- _What to work on_:
Read through the listing below and copy each line in which the word "water" occurs.
-------
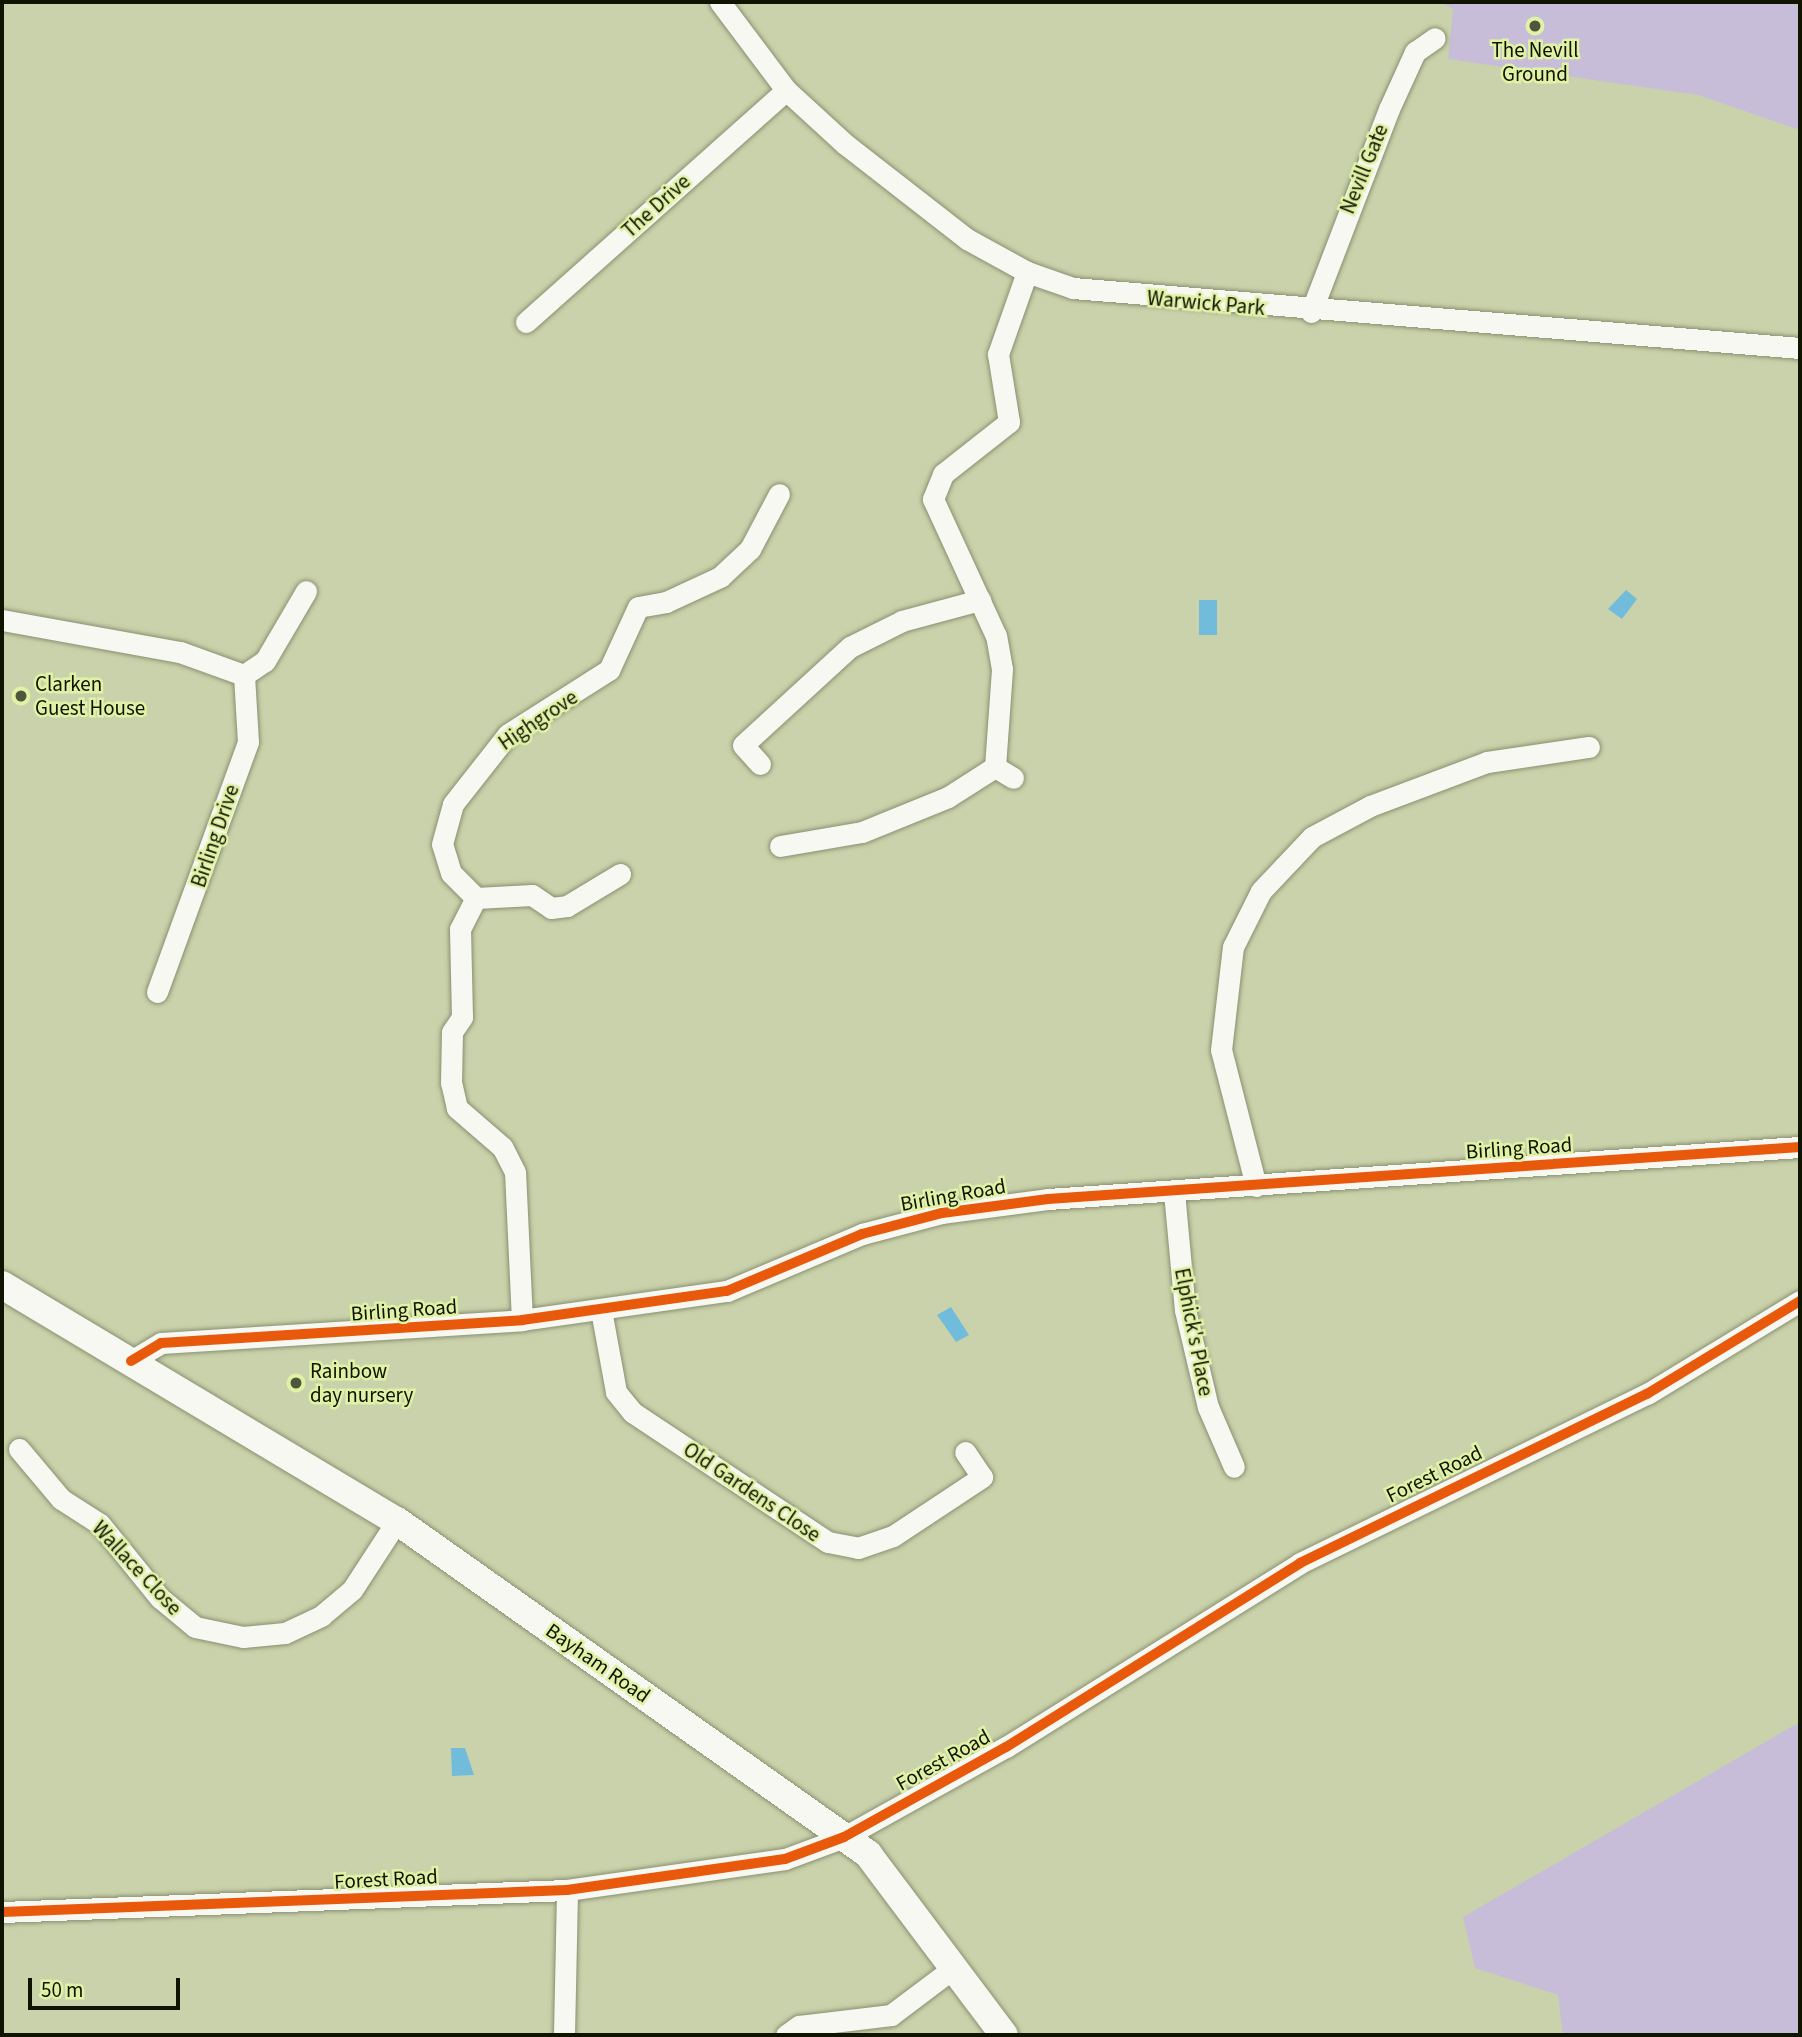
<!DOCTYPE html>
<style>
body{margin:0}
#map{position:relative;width:1802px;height:2037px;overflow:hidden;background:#cad2ab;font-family:"Source Sans 3",sans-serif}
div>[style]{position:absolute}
.green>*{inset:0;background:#c7bdd8}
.water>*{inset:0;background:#71bcdb;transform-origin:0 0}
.roads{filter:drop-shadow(0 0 2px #8a9071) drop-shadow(0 0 2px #8a9071)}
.minor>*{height:21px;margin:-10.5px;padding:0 10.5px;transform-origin:10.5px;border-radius:10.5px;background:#f7f8f2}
.major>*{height:28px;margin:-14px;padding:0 14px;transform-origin:14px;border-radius:14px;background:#f7f8f2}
.cycleway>*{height:10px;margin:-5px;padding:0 5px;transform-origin:5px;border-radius:5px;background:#e8590c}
.dots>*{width:19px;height:19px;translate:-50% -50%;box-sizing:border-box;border:4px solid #e1f1a6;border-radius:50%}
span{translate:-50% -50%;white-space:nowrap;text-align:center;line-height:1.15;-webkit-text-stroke:5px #e1f1a6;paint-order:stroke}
.poi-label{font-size:21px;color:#0f1400}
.left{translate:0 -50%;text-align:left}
.street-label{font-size:21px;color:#0f1400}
.frame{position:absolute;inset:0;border:4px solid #0f1400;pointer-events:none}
.scale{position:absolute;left:28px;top:1978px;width:152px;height:32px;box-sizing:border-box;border:4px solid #0f1400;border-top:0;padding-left:9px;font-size:21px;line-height:24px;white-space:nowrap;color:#0f1400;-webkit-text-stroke:5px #e1f1a6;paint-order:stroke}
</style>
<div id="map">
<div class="green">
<div style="clip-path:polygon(1440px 2px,1800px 2px,1800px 130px,1698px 95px,1448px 59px,1453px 9px)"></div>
<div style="clip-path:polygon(1800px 1722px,1800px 2035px,1563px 2035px,1558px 1995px,1475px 1968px,1463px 1917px)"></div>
</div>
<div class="water">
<div style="clip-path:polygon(1626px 590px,1637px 599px,1622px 619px,1608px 609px)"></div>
<div style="left:1199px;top:600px;width:18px;height:35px"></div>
<div style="clip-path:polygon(951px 1307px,969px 1335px,956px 1342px,937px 1315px)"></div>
<div style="clip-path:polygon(451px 1748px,465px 1748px,474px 1775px,452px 1776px)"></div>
</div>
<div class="roads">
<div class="minor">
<div style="left:720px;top:2px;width:110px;rotate:53.1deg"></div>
<div style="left:786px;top:90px;width:80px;rotate:42.5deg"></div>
<div style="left:845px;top:144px;width:155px;rotate:37.9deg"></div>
<div style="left:967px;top:239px;width:68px;rotate:28.8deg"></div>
<div style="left:1027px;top:272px;width:49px;rotate:19.2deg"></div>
<div style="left:1073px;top:288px;width:729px;rotate:4.72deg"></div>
<div style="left:1311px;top:312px;width:217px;rotate:-69deg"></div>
<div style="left:1389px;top:109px;width:63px;rotate:-65.5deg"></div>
<div style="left:1415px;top:52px;width:24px;rotate:-35deg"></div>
<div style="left:526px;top:322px;width:348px;rotate:-41.7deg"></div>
<div style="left:2px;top:620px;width:181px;rotate:10.2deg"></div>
<div style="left:180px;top:652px;width:68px;rotate:19.8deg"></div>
<div style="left:244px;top:675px;width:67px;rotate:86.6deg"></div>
<div style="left:248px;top:742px;width:266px;rotate:110deg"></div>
<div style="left:244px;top:675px;width:25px;rotate:-34deg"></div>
<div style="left:265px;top:661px;width:81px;rotate:-59.6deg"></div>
<div style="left:760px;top:764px;width:25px;rotate:-132deg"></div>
<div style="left:743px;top:745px;width:145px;rotate:-42.5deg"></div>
<div style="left:850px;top:647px;width:58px;rotate:-26.6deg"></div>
<div style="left:902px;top:621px;width:81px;rotate:-15.1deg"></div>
<div style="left:995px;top:767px;width:21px;rotate:31deg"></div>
<div style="left:780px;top:846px;width:83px;rotate:-9.7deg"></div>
<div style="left:862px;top:832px;width:93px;rotate:-22.1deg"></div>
<div style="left:948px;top:797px;width:56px;rotate:-32.6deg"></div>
<div style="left:995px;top:767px;width:98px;rotate:-85.9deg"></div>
<div style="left:1002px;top:669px;width:34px;rotate:-100deg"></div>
<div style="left:996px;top:636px;width:151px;rotate:-114.7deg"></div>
<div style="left:933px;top:499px;width:27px;rotate:-68deg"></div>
<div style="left:943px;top:474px;width:84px;rotate:-38.2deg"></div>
<div style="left:1009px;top:422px;width:69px;rotate:-99.2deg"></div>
<div style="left:998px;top:354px;width:87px;rotate:-70.5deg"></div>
<div style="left:476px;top:898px;width:56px;rotate:-3.1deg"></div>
<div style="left:532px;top:895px;width:23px;rotate:34deg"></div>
<div style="left:551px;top:908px;width:16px;rotate:-7deg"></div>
<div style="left:567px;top:906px;width:62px;rotate:-31.1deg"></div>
<div style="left:1256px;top:1186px;width:140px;rotate:-104.4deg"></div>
<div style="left:1221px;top:1050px;width:104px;rotate:-83.4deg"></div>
<div style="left:1233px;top:947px;width:63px;rotate:-63.4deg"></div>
<div style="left:1261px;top:891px;width:74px;rotate:-46.6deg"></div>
<div style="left:1312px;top:837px;width:66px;rotate:-28.1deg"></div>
<div style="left:1370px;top:806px;width:125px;rotate:-20.6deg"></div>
<div style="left:1487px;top:762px;width:103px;rotate:-8.4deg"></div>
<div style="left:1174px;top:1192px;width:119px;rotate:84.7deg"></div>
<div style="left:1185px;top:1310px;width:100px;rotate:76.7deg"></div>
<div style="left:1208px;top:1407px;width:65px;rotate:66.6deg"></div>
<div style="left:601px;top:1310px;width:83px;rotate:79.6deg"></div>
<div style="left:616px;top:1392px;width:26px;rotate:51deg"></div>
<div style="left:632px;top:1412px;width:235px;rotate:33.6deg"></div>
<div style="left:828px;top:1542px;width:31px;rotate:11deg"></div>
<div style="left:858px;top:1548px;width:37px;rotate:-19deg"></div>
<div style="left:893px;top:1536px;width:107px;rotate:-33.5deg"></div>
<div style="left:982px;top:1477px;width:30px;rotate:-124deg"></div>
<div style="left:522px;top:1320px;width:148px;rotate:-92.7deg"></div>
<div style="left:515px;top:1172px;width:28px;rotate:-117deg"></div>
<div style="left:502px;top:1147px;width:60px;rotate:-139.1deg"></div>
<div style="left:457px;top:1108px;width:26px;rotate:-103deg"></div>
<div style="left:451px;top:1083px;width:51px;rotate:-88.9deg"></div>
<div style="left:452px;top:1032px;width:18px;rotate:-56deg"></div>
<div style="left:462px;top:1017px;width:88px;rotate:-91.3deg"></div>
<div style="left:460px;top:929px;width:35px;rotate:-63deg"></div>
<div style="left:476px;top:898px;width:35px;rotate:-135deg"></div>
<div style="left:451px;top:873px;width:30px;rotate:-107deg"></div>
<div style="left:442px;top:844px;width:41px;rotate:-74.6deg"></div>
<div style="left:453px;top:804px;width:89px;rotate:-51.8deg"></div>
<div style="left:508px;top:734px;width:120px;rotate:-32.4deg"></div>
<div style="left:609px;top:670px;width:69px;rotate:-65.3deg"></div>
<div style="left:638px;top:607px;width:28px;rotate:-10deg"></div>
<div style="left:666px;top:602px;width:60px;rotate:-24.8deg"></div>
<div style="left:720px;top:577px;width:41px;rotate:-43deg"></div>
<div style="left:750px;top:549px;width:62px;rotate:-62.2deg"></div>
<div style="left:131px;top:1361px;width:35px;rotate:-31deg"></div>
<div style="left:161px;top:1343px;width:362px;rotate:-3.6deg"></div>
<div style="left:522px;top:1320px;width:207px;rotate:-8.1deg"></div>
<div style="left:727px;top:1291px;width:147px;rotate:-22.9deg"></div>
<div style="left:862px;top:1234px;width:83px;rotate:-14.7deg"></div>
<div style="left:942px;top:1213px;width:107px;rotate:-7.5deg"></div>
<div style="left:1048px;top:1199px;width:754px;rotate:-3.96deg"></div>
<div style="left:19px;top:1449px;width:65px;rotate:50deg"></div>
<div style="left:61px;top:1499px;width:46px;rotate:32.7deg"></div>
<div style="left:100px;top:1524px;width:95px;rotate:51deg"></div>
<div style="left:160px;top:1598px;width:45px;rotate:39.6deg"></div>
<div style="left:195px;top:1627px;width:49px;rotate:11.8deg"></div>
<div style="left:243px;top:1637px;width:42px;rotate:-5.4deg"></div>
<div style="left:285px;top:1633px;width:40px;rotate:-25deg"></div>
<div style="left:321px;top:1616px;width:40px;rotate:-40deg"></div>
<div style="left:352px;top:1590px;width:82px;rotate:-56.9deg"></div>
<div style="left:2px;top:1912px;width:565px;rotate:-2.23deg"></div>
<div style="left:567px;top:1890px;width:220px;rotate:-8.1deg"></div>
<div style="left:785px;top:1859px;width:63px;rotate:-20.4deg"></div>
<div style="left:844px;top:1837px;width:185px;rotate:-29.1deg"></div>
<div style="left:1006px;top:1747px;width:347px;rotate:-32deg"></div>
<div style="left:1300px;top:1563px;width:386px;rotate:-26deg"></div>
<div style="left:1647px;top:1394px;width:179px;rotate:-31.3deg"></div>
<div style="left:564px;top:2035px;width:145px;rotate:-88.8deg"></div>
<div style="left:786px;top:2035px;width:16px;rotate:-35deg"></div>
<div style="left:799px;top:2026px;width:93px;rotate:-6.8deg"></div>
<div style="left:891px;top:2015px;width:75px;rotate:-36.9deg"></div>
</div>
<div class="major">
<div style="left:2px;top:1285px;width:460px;rotate:30.9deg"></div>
<div style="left:397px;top:1521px;width:577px;rotate:35.26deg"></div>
<div style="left:868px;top:1854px;width:226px;rotate:53.1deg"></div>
</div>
</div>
<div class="cycleway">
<div style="left:131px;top:1361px;width:35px;rotate:-31deg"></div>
<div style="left:161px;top:1343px;width:362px;rotate:-3.6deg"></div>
<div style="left:522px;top:1320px;width:207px;rotate:-8.1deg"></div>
<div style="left:727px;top:1291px;width:147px;rotate:-22.9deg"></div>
<div style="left:862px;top:1234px;width:83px;rotate:-14.7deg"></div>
<div style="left:942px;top:1213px;width:107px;rotate:-7.5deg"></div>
<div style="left:1048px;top:1199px;width:754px;rotate:-3.96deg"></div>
<div style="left:2px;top:1912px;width:565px;rotate:-2.23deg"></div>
<div style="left:567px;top:1890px;width:220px;rotate:-8.1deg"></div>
<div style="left:785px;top:1859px;width:63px;rotate:-20.4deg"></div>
<div style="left:844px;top:1837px;width:185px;rotate:-29.1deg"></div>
<div style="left:1006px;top:1747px;width:347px;rotate:-32deg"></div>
<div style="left:1300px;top:1563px;width:386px;rotate:-26deg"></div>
<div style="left:1647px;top:1394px;width:179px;rotate:-31.3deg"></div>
</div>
<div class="dots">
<div style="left:1535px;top:26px;background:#50563c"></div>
<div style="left:21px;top:696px;background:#50563c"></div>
<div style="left:296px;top:1383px;background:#50563c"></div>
</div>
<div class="poi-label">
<span style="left:1535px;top:62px">The Nevill<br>Ground</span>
<span class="left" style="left:35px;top:696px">Clarken<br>Guest House</span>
<span class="left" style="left:310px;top:1383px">Rainbow<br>day nursery</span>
</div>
<div class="street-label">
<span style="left:1364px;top:169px;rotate:-68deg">Nevill Gate</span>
<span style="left:656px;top:206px;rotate:-42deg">The Drive</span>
<span style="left:1206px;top:303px;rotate:5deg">Warwick Park</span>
<span style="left:538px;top:720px;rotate:-34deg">Highgrove</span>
<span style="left:215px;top:836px;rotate:-71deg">Birling Drive</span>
<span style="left:1519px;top:1148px;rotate:-4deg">Birling Road</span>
<span style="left:953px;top:1195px;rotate:-10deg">Birling Road</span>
<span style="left:404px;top:1310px;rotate:-4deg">Birling Road</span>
<span style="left:1194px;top:1332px;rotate:79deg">Elphick's Place</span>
<span style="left:1434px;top:1474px;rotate:-26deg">Forest Road</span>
<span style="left:752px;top:1492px;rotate:34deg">Old Gardens Close</span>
<span style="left:137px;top:1568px;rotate:47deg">Wallace Close</span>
<span style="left:598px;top:1663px;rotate:35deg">Bayham Road</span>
<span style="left:943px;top:1760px;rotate:-29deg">Forest Road</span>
<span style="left:386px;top:1879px;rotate:-3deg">Forest Road</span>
</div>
<div class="frame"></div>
<div class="scale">50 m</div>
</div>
-------
- _Result_:
.water>*{inset:0;background:#71bcdb;transform-origin:0 0}
<div class="water">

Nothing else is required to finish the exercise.